Mount Tater and Lake Gravy

I went to lunch with the family last weekend as my brother and sister were preparing to go out of town this week. It was one last chance to catch up on things before being in different cities for a few days. Sounds a little crazy, I know, but I don’t care because I got to see my niece for a few hours. She even went all thug at one point and threw her glass bottle to the ground, shattering it and spraying apple juice everywhere. She’s hardcore…straight from the hood! Anyway, we went to a country style eatery near my brother’s place and I got me some chicken fried steak (it is the Sunday special after all). It comes with mashed potatoes and realized once again my love affair with them. Sure I have had mashed potatoes off and on over the past months, but there’s something about having mashed potatoes and chicken fried anything that just rekindles your love. Must be the gravy…thus I thought I would elaborate on my love of mashed potatoes today.

Are ya’ll ready? Ready to get your mash on long? Ready to get your mash on strong? How great is it that a bunch of rock-hard brown things yanked from the dirt can turn into a creamy smooth-n-salty canvas of deliciousness right in the middle of our plates? I’m talking salty lumps, I’m talking tasty bumps, I’m talking mashed potatoes, people. Mashed potatoes require a certain artistry to make, especially from scratch. Sure, the instant mashed potato flakes don’t measure up to the real thing, but if prepared properly, they are more than serviceable. My family has a long tradition of making mashed potatoes properly from scratch, however. You have to know what to use and what not to use. If the potatoes are cooked just right, then you don’t need to cheat by adding sour cream or any other binding agent to them before mashed. All you need is a little salt and pepper, milk, and butter (unsalted real butter is best). Some people like their mashed taters with skins…I say to each their own. I can say that sometimes skins add a little flavor and sometimes they make the whole thing taste like dirt.

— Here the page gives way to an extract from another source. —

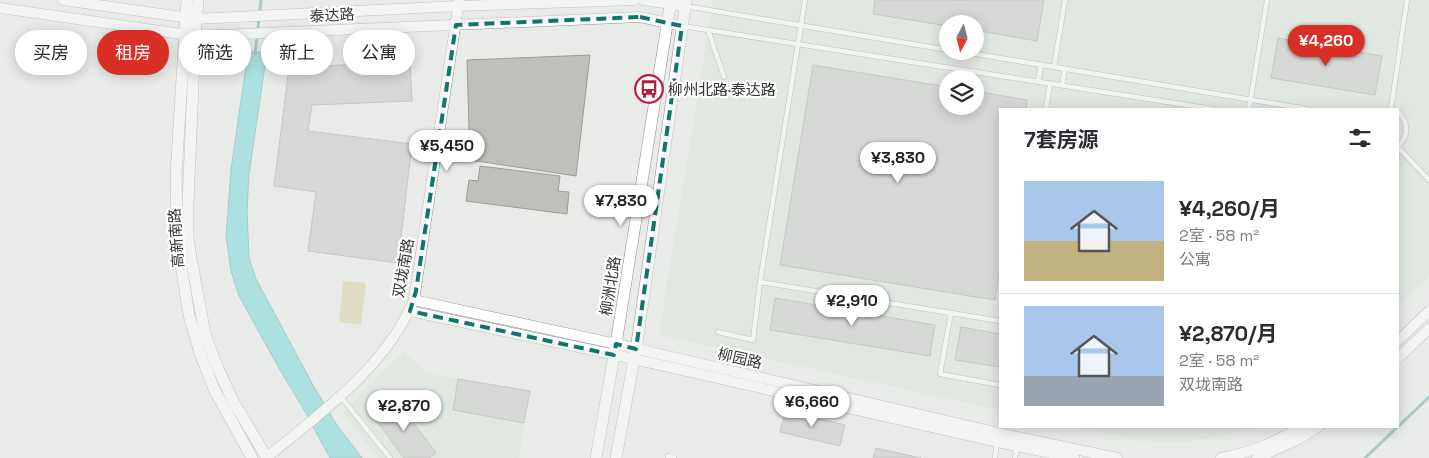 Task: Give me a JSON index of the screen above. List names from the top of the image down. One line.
{"streets":{"main road":["高新南路","柳洲北路"],"street":["泰达路","双垅南路","柳园路"]},"crossings":[["泰达路","高新南路"],["泰达路","双垅南路"],["泰达路","柳洲北路"],["高新南路","双垅南路"],["双垅南路","柳园路"],["柳洲北路","柳园路"]],"places":{"bus stop":["柳州北路·泰达路"]},"north":"bottom","page":{"price":["¥4,260","¥5,450","¥3,830","¥7,830","¥2,910","¥6,660","¥2,870"],"chip":["买房","租房","筛选","新上","公寓"],"heading":"7套房源","list":[{"name":"¥4,260/月","note":"2室 · 58 m² · 公寓"},{"name":"¥2,870/月","note":"2室 · 58 m² · 双垅南路"}]}}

Let’s get down to the nitty-gritty here. The true loveliness of mashed potatoes comes from the fact that they are moldable. Their like Play-Doh that you can eat and it doesn’t have the taste of Play-Doh (for all you weirdoes out there who actually ate Play-Doh as a kid…weirdoes). Mashed potatoes are one of the few foods who achieve that rare 10 out of 10 on sculpt-ability. This comes in handy when eating your mashed potatoes with gravy. I don’t know where the heavenly combination of mashed potatoes and gravy came from, but it is truly glorious. There are many ways you can form your taters to handle the gravy properly:
- Lakes and ponds. The classic. Nobody’s bending burgers into teapots or folding pancakes into salad plates, but we’ve got no problems curving sloppy potatoes into gravy swimming pools in no time flat.
- Broken dams. Need some gravy on that turkey? No problem! Just slice a gully in the side of Lake Gravy and watch the salty brown goodness lay a flash flood on that bird.
- Retaining walls. Sorry? What’s that? Unruly cranberry sauce is threatening to contaminate your casserole? No problem! Just smear some mashed potato paste across your plate like mortar and keep all the flavors where they belong.
- Buried volcano. When you got the gravy pond sitting pretty on your plate it’s sometimes fun letting it soak in and then quickly flipping the entire structure onto itself, completely submerging the gravy under a thin sheen of potato. Now you’ve got a starchy chest full of treasure.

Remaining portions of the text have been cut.